### INFORMATION
=== Section Start ===

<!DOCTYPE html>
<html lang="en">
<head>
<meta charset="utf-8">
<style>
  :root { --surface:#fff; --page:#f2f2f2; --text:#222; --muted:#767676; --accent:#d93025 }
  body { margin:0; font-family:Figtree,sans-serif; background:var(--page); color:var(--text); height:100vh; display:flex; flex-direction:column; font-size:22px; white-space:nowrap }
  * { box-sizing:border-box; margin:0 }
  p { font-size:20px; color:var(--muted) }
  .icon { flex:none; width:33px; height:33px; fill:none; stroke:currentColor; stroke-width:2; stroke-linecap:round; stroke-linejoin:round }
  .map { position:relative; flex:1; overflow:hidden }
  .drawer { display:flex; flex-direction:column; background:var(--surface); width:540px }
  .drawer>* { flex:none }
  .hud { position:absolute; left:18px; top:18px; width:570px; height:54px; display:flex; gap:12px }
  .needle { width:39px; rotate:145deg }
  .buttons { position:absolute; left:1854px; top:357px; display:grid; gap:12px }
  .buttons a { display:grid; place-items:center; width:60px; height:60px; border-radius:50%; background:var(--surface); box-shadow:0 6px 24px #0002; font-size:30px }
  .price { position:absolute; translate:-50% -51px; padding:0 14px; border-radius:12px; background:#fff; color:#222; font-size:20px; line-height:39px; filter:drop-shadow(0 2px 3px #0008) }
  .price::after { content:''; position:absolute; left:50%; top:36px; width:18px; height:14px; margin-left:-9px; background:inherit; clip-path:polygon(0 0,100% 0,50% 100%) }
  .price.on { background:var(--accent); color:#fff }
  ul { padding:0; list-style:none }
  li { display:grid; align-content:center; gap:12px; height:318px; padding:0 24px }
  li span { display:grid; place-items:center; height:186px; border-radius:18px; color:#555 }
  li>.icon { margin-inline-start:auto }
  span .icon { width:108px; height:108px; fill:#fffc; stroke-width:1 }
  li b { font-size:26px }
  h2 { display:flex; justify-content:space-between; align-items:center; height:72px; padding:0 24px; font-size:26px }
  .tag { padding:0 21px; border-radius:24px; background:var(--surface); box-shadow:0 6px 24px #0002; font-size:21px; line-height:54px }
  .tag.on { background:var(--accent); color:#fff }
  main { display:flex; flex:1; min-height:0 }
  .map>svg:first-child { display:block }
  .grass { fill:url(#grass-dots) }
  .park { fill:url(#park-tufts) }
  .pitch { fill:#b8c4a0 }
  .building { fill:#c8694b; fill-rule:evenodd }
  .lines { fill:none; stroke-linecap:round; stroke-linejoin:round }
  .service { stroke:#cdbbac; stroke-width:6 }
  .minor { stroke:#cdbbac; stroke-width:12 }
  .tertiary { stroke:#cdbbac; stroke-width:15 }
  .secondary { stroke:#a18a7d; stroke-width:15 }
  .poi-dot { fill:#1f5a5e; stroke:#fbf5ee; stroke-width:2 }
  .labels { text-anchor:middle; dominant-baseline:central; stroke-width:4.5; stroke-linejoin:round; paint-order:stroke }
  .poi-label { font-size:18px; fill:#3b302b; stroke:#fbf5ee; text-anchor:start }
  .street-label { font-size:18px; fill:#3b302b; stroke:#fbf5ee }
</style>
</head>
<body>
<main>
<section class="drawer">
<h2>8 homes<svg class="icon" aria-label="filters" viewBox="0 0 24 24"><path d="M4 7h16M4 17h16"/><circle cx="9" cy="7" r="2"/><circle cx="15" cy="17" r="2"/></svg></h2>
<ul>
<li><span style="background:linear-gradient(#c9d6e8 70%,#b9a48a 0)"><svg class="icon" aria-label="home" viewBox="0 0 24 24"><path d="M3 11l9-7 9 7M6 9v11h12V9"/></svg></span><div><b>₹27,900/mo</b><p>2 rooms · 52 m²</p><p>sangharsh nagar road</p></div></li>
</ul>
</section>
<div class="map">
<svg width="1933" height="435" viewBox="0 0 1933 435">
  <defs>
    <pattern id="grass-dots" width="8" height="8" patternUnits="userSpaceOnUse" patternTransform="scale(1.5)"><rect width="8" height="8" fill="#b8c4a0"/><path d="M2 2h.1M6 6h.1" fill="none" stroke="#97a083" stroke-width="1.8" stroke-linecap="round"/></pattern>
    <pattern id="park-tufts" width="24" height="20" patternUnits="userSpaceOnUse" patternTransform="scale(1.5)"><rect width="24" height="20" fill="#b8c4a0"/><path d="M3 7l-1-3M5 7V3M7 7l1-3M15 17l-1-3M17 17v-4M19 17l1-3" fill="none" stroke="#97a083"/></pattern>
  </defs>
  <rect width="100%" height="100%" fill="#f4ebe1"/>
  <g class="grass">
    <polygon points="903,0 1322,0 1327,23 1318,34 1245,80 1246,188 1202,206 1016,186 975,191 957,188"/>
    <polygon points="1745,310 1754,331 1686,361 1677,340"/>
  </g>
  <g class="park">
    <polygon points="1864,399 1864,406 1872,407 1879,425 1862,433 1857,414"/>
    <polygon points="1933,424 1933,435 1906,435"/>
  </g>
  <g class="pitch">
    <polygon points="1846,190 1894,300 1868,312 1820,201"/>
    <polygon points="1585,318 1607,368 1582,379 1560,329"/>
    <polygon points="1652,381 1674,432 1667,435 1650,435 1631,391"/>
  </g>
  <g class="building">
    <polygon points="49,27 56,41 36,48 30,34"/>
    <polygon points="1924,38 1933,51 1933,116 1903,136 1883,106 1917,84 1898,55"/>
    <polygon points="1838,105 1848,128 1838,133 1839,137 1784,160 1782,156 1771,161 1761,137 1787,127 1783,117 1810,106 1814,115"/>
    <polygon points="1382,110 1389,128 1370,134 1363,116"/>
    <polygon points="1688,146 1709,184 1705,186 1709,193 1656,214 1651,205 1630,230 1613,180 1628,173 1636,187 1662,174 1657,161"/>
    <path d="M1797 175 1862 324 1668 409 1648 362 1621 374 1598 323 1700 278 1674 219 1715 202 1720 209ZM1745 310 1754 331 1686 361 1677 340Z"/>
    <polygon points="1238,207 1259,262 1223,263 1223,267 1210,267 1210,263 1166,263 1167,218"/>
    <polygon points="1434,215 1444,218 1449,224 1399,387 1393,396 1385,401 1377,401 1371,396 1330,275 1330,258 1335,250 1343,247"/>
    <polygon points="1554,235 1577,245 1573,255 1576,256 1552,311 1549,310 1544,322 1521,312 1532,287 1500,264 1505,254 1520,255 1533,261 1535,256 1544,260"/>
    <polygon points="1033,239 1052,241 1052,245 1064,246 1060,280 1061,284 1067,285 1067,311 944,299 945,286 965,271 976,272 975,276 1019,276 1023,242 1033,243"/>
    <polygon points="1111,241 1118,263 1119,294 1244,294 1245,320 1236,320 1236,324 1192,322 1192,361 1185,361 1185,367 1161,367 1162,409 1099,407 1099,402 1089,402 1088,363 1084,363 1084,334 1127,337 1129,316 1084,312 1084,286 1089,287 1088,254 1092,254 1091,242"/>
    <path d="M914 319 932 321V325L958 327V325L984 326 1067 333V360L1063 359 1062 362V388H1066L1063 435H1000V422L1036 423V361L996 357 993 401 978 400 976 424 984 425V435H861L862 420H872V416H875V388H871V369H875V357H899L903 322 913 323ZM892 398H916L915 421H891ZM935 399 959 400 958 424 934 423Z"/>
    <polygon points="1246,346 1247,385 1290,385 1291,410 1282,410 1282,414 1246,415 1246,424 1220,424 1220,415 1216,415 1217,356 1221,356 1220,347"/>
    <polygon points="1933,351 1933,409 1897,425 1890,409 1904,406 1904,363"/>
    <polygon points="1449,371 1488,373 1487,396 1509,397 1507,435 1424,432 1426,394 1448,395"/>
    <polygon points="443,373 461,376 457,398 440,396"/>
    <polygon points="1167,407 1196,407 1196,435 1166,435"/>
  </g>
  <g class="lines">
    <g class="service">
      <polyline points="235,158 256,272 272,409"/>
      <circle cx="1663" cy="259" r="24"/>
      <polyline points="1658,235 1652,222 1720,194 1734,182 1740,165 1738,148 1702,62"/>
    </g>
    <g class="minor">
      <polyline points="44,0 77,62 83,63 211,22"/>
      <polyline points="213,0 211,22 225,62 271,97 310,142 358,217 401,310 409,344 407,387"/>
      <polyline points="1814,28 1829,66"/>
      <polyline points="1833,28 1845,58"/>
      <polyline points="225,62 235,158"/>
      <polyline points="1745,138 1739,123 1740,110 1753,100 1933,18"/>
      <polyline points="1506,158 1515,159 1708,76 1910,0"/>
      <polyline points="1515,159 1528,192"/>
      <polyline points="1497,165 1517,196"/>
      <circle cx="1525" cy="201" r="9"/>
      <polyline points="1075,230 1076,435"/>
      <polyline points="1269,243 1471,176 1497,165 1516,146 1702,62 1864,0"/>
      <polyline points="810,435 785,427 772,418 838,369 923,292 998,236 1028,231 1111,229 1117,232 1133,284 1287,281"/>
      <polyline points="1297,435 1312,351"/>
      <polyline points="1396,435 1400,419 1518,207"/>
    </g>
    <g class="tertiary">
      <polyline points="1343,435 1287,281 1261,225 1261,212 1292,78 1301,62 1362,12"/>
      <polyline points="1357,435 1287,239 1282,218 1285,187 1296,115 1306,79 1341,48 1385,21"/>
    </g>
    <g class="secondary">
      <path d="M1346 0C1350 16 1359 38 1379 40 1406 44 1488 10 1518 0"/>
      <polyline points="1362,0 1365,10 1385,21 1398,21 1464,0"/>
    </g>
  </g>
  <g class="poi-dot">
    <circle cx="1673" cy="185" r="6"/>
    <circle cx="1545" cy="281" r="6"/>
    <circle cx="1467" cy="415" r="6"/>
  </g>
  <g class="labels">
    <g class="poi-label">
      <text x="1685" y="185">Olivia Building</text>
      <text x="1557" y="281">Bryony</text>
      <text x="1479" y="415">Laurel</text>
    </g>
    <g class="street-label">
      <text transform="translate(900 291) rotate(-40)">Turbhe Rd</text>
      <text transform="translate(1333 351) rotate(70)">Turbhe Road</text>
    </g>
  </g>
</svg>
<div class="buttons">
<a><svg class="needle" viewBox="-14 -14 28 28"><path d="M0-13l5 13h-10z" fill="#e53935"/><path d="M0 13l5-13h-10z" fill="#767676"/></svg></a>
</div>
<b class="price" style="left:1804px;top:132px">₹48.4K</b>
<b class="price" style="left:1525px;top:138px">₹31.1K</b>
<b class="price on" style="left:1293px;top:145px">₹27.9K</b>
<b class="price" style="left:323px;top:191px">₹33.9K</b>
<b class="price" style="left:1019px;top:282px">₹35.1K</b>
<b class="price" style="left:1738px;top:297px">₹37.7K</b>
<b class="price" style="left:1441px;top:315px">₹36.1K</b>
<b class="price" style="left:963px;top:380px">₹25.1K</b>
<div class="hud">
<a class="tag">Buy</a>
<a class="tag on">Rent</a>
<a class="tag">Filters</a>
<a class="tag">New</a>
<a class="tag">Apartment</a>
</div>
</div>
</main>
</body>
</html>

=== Section End ===

### YOUR TASK
A single number is the answer: how many lines of the material above hold the word "drawer"?

### WRITTEN RESPONSE
3